Une esthétique maîtrisée… peut-être trop

Visuellement, Se souvenir des tournesols est soigné, parfois trop. Les images sont belles, souvent très composées, au risque d’esthétiser ce qui pourrait gagner à être plus brut. Le film préfère le sentiment au constat sociologique. On aurait aimé plus d’aspérités, plus de contradictions, car elles existent : la ruralité ne se résume pas à des fanfares joyeuses ni à des tournesols penchés au crépuscule. Mais cette retenue est aussi une force. Elle laisse la place à l’émotion discrète, à l’attachement pudique.

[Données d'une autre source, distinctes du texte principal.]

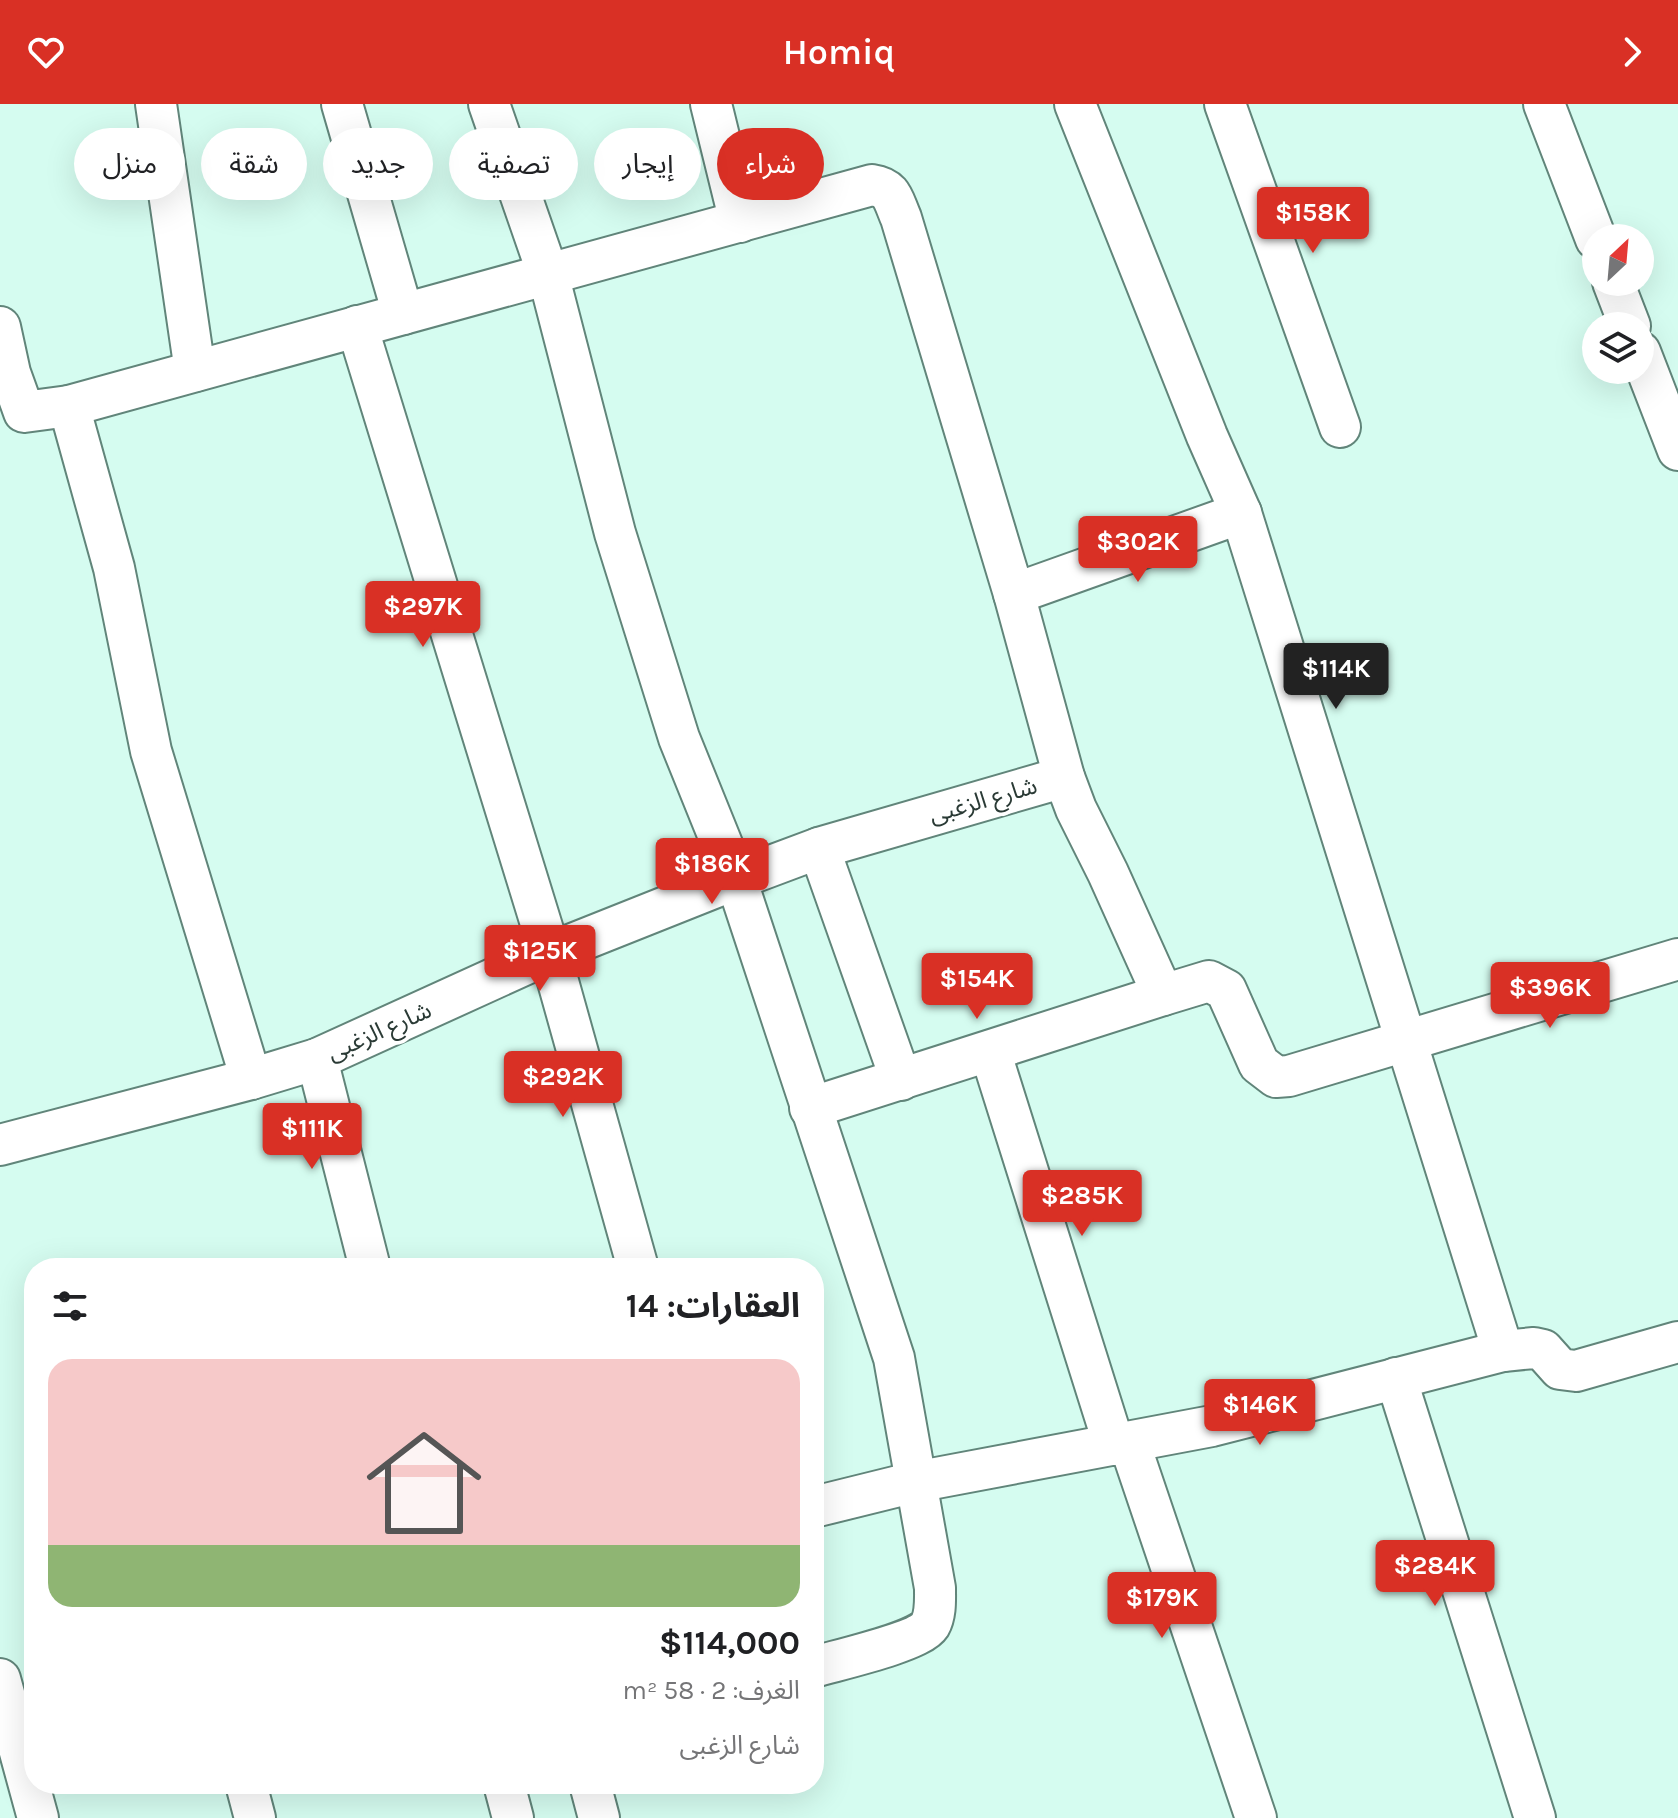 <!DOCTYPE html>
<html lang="ar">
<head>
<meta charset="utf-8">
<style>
  body { margin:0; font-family:Karla,"Noto Sans Arabic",sans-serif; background:#f6f6f6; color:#202124; direction:rtl; height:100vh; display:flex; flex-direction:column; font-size:30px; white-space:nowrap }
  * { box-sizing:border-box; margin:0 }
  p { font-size:26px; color:#757577 }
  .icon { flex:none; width:44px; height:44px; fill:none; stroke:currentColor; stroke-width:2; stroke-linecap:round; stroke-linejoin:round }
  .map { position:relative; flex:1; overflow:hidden; direction:ltr }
  .drawer { position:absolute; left:24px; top:1154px; width:800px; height:536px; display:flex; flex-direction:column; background:#fff; border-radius:32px; box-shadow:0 8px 32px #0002; direction:rtl }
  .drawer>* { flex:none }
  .guide { position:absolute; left:24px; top:24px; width:800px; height:72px; direction:rtl; display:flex; gap:16px }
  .needle { width:52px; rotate:26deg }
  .fabs { position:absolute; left:1582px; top:120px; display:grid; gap:16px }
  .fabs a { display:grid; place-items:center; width:72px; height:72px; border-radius:50%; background:#fff; box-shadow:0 8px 32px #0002; font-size:40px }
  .price { position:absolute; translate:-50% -68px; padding:0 18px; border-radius:8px; background:#d93025; color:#fff; font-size:26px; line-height:52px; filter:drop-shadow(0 2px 4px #0008) }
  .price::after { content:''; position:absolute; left:50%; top:48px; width:24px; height:18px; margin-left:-12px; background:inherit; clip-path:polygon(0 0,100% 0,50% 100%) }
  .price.current { background:#222; color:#fff }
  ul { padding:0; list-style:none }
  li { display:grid; align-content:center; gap:16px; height:424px; padding:0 24px }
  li+li { border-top:2px solid #e0e0e0 }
  li span { display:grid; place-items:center; height:248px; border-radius:24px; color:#555 }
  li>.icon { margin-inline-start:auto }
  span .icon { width:144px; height:144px; fill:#fffc; stroke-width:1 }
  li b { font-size:34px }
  h2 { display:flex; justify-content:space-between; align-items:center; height:96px; padding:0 24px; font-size:34px }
  .pill { padding:0 28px; border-radius:36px; background:#fff; box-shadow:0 8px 32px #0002; font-size:28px; line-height:72px }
  .pill.current { background:#d93025; color:#fff }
  header { display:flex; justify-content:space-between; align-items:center; height:104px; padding:0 24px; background:#d93025; color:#fff; font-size:36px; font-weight:600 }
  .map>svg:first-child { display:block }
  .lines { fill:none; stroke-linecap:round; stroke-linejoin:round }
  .minor-casing { stroke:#61857a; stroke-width:44 }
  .minor { stroke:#fff; stroke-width:40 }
  .labels { text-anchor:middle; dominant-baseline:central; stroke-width:7; stroke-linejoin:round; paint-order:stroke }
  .street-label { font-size:24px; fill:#2a3a35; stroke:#fff }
</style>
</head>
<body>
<header><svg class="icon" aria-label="forward" viewBox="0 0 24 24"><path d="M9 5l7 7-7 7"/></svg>Homiq<svg class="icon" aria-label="heart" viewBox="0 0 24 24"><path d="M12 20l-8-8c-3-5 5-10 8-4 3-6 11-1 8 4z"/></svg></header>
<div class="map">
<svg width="1678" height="1714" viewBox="0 0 1678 1714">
  <rect width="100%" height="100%" fill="#d5fcf0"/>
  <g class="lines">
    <g class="minor-casing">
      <g id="minor">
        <polyline points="156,0 195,267"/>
        <polyline points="342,0 403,210"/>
        <path d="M 489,0 L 548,170 L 615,429 L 679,634 L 736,775 L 894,1254 L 935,1484 C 935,1496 936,1510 930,1521 C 919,1538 837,1556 814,1563"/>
        <polyline points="711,0 740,118"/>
        <polyline points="1075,0 1207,332 1241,409 1503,1247"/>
        <polyline points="1225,0 1340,323"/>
        <polyline points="1544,0 1596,135"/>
        <polyline points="1613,178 1630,222"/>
        <polyline points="357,222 550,849 638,1164"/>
        <polyline points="0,223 10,269 24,308 69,302"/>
        <polyline points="1640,248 1678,346"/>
        <polyline points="1014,490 1241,409"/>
        <polyline points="819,744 901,976"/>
        <polyline points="990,947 1114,1341"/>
        <polyline points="317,955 370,1164"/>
        <path d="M 251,975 L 151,647 L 114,464 L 69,302 L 872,81 C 893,84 893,96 901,114 L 1014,490 L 1064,673 L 1076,705 L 1108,769 L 1163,891 L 1209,877 L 1226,886 L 1259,960 L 1276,973 L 1289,972 L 1678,855"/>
        <polyline points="810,1004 1163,891"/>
        <polyline points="0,1041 251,975 317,955 550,849 736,775 819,744 1064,673"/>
        <polyline points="1396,1274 1535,1714"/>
        <polyline points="1129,1338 1256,1714"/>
        <polyline points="814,1403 915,1378 1212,1322 1503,1247 1534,1244 1543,1246 1560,1265 1576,1267 1678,1238"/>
        <polyline points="0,1575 38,1714"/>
        <polyline points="246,1680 255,1714"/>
        <polyline points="504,1680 513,1714"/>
        <polyline points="590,1680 599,1714"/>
      </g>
    </g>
    <use href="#minor" class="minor"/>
  </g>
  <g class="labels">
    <g class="street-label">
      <text transform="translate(983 696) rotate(-16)">شارع الزغبى</text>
      <text transform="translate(379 927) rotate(-24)">شارع الزغبى</text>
    </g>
  </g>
</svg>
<div class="fabs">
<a><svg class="needle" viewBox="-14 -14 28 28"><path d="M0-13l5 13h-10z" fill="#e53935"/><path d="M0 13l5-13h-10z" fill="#757577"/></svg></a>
<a><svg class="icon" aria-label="layers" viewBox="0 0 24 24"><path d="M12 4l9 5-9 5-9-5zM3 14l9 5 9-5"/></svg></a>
</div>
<b class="price" style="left:1313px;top:151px">$158K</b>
<b class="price" style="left:1138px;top:480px">$302K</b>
<b class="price" style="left:423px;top:545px">$297K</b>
<b class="price current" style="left:1336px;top:607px">$114K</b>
<b class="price" style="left:712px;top:802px">$186K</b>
<b class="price" style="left:540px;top:889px">$125K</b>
<b class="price" style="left:977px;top:917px">$154K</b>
<b class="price" style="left:1550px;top:926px">$396K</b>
<b class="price" style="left:563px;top:1015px">$292K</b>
<b class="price" style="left:312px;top:1067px">$111K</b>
<b class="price" style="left:1082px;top:1134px">$285K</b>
<b class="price" style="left:1260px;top:1343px">$146K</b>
<b class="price" style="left:1435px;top:1504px">$284K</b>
<b class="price" style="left:1162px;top:1536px">$179K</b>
<div class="guide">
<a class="pill current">شراء</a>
<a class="pill">إيجار</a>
<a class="pill">تصفية</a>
<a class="pill">جديد</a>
<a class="pill">شقة</a>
<a class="pill">منزل</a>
</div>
<section class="drawer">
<h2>العقارات: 14<svg class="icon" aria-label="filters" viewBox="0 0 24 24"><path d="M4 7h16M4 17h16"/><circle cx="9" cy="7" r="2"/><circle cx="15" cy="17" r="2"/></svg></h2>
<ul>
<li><span style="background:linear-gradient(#f6c9c9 75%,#8fb573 0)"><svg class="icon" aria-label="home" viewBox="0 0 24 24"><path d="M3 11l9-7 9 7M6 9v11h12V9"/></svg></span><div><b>$114,000</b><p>الغرف: 2 · 58 m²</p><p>شارع الزغبى</p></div></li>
</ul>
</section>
</div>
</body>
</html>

Souvenirs d’un monde qui change

Ce qui reste, à la fin, c’est ce goût doux-amer des “dernières fois” : dernier été, dernière fête, dernier morceau joué sur la place du village. Se souvenir des tournesols ne nous dit pas si Anaïs reviendra. Il nous invite à ne pas oublier, en tout cas, qu’il y avait là une jeunesse, une vie, une promesse.

 

🎟️Note : 4/5

Se souvenir des tournesols est un documentaire à la fois simple et profondément touchant, qui donne à voir ce qu’on ne regarde presque jamais : le quotidien d’une jeunesse rurale, tiraillée entre attachement et nécessité du départ. Sans effets de manche, Sandrine Mercier et Juan Hidalgo signent un film solaire, à hauteur d’adolescente, qui touche par sa sincérité plus que par ses démonstrations. Une œuvre à voir comme une ode discrète à ces territoires que l’on dit « vides », mais qui débordent d’humanité et de musique.